In other words, it wasn’t just racist whites that segregated the races; it was racist whites using the power of the state to force a result that they could not have obtained through the free market. Thanks to judges who eviscerated the 14th and 15th Amendments of any meaning, blacks in the South had been denied any real political power and it was exceedingly simple for them to be denied whatever rights remained.

In fact, racism was bad for business and the streetcar operators knew it:

The incentives of the economic system and the incentives of the political system were not only different, they clashed. Private owners of streetcar, bus and railroad companies in the South lobbied against the Jim Crow laws while these laws were being written, challenged them in the courts after the laws were passed, and then dragged their feet in enforcing those laws after they were upheld by the courts.

So much for the image of the evil businessman huh ? The resistance of businessmen to the racist demands of their white patrons is what required the intervention of the law.

Initially, segregation meant that whites could not sit in the black section of a bus any more than blacks could sit in the white section. But whites who were forced to stand when there were still empty seats in the black section objected. That’s when the rule was imposed that blacks had to give up their seats to whites

Legal sophistries by judges “interpreted” the 14th Amendment’s requirement of equal treatment out of existence.
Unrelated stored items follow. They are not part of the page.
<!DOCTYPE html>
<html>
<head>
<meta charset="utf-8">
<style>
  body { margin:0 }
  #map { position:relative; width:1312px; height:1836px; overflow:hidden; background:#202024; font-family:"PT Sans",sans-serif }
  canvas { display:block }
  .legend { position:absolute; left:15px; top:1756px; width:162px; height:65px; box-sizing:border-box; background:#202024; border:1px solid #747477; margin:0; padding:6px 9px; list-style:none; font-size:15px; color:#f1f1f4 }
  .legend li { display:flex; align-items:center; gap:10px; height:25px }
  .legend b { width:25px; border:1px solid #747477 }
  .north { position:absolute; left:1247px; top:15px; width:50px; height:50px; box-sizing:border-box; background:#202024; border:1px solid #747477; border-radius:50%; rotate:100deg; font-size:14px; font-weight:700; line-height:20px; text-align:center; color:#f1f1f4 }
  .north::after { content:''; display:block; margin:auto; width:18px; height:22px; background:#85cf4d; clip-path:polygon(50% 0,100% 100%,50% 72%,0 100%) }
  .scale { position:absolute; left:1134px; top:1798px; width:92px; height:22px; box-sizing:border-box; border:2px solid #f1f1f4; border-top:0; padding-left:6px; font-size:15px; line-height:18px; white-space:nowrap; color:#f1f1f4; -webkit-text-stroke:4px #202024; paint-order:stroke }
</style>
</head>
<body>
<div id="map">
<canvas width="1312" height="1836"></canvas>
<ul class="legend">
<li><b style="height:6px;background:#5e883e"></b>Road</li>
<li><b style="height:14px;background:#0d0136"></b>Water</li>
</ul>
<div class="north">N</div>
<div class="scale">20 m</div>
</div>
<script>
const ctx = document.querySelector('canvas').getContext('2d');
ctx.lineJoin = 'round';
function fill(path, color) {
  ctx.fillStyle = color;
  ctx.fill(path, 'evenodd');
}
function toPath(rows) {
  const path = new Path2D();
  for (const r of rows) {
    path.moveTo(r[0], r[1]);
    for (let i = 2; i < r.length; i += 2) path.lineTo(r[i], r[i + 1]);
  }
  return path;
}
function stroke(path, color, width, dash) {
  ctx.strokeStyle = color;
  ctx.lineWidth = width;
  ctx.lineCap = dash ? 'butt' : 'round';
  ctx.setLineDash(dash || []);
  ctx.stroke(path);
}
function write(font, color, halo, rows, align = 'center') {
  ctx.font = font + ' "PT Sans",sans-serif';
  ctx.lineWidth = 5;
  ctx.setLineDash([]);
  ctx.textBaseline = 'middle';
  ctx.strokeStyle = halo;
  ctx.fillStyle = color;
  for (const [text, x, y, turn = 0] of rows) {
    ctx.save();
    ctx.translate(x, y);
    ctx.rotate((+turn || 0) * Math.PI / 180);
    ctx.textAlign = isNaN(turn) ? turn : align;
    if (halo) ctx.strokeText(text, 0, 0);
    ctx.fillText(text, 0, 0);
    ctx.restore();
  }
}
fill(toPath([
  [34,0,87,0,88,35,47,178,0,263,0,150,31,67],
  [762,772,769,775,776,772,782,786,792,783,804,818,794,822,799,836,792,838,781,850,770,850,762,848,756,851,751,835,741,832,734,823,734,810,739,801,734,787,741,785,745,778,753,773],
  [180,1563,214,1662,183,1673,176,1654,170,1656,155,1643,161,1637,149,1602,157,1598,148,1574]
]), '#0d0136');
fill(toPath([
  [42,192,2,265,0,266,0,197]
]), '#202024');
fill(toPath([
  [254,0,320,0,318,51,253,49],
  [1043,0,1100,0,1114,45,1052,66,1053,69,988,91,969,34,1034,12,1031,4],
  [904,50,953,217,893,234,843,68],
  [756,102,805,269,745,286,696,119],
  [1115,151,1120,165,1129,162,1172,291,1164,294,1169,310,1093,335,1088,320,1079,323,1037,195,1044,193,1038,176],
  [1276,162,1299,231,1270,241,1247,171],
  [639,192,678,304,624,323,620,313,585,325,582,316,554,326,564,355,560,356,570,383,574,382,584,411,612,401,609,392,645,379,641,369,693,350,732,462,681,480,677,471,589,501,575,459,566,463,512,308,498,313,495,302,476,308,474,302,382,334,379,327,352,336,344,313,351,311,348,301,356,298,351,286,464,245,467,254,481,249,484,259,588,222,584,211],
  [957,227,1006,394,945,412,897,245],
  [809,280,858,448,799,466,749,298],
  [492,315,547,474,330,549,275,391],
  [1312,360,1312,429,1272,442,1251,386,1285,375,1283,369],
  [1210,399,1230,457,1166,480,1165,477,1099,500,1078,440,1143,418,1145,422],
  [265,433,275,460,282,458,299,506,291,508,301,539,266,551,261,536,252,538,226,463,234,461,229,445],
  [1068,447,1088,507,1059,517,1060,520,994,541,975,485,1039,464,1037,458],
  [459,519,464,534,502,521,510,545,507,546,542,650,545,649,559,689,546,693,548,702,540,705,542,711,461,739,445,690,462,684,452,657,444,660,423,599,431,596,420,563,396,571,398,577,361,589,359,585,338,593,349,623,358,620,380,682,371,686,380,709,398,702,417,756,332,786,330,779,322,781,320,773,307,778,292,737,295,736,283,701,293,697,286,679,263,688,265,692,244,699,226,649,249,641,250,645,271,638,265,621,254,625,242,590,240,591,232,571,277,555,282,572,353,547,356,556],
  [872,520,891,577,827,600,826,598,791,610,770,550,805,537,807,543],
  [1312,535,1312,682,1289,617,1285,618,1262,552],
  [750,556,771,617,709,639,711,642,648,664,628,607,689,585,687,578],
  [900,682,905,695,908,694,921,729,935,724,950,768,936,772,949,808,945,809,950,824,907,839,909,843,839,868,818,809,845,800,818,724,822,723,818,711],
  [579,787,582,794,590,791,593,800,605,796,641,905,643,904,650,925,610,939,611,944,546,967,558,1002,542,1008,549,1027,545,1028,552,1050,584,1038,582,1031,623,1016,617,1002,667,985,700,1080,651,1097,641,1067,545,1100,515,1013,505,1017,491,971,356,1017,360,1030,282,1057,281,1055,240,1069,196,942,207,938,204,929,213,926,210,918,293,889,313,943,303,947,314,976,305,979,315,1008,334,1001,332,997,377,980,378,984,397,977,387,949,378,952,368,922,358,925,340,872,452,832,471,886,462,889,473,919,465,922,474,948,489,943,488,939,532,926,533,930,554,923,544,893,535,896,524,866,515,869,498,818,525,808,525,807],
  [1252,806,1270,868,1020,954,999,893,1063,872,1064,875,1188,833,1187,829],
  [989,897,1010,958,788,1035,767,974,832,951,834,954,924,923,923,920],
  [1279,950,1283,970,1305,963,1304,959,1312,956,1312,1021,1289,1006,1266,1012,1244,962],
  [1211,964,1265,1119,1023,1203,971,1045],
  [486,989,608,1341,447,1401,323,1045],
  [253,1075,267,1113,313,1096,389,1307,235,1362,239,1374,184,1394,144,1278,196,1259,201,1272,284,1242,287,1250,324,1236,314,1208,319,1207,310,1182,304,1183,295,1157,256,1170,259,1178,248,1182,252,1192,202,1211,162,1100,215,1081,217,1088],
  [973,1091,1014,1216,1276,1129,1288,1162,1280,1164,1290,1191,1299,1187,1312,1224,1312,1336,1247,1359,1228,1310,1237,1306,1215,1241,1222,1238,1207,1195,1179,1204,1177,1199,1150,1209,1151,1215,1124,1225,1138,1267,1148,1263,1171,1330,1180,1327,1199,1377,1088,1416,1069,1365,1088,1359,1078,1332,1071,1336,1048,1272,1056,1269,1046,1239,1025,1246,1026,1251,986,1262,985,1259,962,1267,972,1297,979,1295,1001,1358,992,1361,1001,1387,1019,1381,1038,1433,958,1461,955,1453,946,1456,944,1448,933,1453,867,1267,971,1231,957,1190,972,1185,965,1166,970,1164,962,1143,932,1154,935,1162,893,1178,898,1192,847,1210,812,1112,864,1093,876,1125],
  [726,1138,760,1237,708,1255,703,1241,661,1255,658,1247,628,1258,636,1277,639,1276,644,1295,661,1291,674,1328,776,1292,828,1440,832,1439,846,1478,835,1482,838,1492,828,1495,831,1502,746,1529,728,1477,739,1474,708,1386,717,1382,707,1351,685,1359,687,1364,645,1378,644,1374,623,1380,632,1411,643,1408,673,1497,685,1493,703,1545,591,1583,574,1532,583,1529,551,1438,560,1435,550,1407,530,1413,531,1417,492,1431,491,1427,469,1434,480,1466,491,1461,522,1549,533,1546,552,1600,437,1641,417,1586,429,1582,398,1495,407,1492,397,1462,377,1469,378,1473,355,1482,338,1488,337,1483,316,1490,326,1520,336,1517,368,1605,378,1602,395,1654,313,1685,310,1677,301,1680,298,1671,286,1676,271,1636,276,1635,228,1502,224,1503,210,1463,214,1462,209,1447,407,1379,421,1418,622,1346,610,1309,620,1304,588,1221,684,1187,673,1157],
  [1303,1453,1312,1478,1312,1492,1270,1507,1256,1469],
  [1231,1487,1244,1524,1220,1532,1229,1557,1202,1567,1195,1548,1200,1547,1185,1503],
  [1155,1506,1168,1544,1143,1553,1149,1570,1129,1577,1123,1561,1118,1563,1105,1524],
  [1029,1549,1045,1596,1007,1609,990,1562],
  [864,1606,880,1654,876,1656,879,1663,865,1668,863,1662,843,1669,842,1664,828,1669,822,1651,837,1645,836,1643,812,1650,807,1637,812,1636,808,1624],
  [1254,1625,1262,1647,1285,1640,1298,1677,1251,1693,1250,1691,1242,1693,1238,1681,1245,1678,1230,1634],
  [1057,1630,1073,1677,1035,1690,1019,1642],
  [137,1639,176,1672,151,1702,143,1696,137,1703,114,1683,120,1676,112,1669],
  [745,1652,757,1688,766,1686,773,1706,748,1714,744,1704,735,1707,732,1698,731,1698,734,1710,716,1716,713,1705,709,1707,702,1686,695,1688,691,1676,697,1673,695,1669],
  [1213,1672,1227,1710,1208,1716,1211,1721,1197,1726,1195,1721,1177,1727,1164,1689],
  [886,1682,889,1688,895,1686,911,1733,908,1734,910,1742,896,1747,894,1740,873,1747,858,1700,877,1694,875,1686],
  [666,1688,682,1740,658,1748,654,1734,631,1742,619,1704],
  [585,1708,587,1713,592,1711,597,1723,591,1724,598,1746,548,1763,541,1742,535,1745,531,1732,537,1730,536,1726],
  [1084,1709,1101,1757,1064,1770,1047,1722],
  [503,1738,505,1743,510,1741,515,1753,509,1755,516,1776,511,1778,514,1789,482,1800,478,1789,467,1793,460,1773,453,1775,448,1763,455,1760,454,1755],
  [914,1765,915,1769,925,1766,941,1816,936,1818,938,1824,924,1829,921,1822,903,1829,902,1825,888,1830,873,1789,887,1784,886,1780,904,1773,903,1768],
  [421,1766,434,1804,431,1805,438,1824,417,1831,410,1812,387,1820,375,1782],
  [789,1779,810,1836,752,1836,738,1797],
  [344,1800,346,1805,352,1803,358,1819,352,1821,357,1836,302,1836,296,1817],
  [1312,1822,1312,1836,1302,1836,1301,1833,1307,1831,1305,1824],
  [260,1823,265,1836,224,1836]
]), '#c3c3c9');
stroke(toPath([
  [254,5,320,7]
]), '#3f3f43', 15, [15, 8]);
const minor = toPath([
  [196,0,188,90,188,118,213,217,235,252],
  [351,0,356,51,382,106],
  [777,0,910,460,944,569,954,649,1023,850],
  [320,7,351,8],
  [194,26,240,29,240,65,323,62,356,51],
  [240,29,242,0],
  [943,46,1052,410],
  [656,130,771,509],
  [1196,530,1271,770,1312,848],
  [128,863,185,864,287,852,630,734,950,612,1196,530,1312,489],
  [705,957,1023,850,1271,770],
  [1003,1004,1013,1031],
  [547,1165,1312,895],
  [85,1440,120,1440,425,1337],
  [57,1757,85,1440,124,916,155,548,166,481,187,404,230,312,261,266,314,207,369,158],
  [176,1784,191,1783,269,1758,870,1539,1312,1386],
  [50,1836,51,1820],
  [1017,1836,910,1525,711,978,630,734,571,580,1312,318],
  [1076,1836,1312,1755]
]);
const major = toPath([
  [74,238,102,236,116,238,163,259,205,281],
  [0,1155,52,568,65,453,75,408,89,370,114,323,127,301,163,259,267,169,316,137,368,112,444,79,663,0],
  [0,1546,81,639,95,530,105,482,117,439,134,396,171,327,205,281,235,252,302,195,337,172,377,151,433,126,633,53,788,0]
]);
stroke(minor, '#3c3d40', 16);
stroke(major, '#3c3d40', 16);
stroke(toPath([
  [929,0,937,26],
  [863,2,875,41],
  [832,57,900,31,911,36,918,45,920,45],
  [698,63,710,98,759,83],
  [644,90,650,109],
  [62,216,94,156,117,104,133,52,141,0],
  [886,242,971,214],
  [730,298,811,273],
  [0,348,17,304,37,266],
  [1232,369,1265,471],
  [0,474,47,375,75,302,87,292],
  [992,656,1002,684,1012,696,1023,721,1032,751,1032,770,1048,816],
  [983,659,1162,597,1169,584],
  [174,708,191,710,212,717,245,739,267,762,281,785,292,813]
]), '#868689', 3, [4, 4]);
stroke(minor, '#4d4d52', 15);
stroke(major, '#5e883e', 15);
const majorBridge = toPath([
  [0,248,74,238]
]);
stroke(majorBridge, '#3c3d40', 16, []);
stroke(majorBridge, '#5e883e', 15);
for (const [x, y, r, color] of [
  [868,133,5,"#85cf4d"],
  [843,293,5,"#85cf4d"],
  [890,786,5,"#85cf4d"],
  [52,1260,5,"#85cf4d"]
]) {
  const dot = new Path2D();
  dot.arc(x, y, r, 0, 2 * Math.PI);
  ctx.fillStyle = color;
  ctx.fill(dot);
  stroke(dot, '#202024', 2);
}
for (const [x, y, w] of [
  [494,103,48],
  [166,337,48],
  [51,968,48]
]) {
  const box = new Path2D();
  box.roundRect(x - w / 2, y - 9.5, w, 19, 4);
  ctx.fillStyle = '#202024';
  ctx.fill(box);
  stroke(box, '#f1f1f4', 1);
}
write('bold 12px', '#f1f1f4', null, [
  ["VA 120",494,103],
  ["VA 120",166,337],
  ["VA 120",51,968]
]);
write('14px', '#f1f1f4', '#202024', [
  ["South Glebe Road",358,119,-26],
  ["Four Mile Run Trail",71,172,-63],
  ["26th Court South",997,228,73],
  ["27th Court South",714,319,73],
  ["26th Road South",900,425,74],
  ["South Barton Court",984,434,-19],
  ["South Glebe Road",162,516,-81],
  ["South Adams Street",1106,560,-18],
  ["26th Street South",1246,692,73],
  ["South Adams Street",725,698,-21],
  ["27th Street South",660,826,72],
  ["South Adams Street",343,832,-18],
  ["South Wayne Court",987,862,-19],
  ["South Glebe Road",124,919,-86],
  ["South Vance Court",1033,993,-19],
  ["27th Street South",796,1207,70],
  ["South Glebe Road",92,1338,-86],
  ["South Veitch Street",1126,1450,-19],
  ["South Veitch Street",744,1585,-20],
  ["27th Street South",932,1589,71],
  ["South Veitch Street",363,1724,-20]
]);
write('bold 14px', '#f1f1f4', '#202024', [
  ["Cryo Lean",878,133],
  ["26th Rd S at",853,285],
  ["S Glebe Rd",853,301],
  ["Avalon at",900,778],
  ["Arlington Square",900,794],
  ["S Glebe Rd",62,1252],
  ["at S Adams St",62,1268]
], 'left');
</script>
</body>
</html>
Judicial activism can go in any direction.

That’s when Rosa Parks came in, after more than half a century of political chicanery and judicial fraud.

And its a good thing she did. The Washington Post is reporting today that Rosa Parks will lie in state in the Capitol Rotunda, the first woman and only the second African-American to receive this honor. For standing up against the power of a law that was so manifestly wrong, its an honor she deserves. One only hopes that more people would read Sowell’s column so that her true legacy is not forgotten.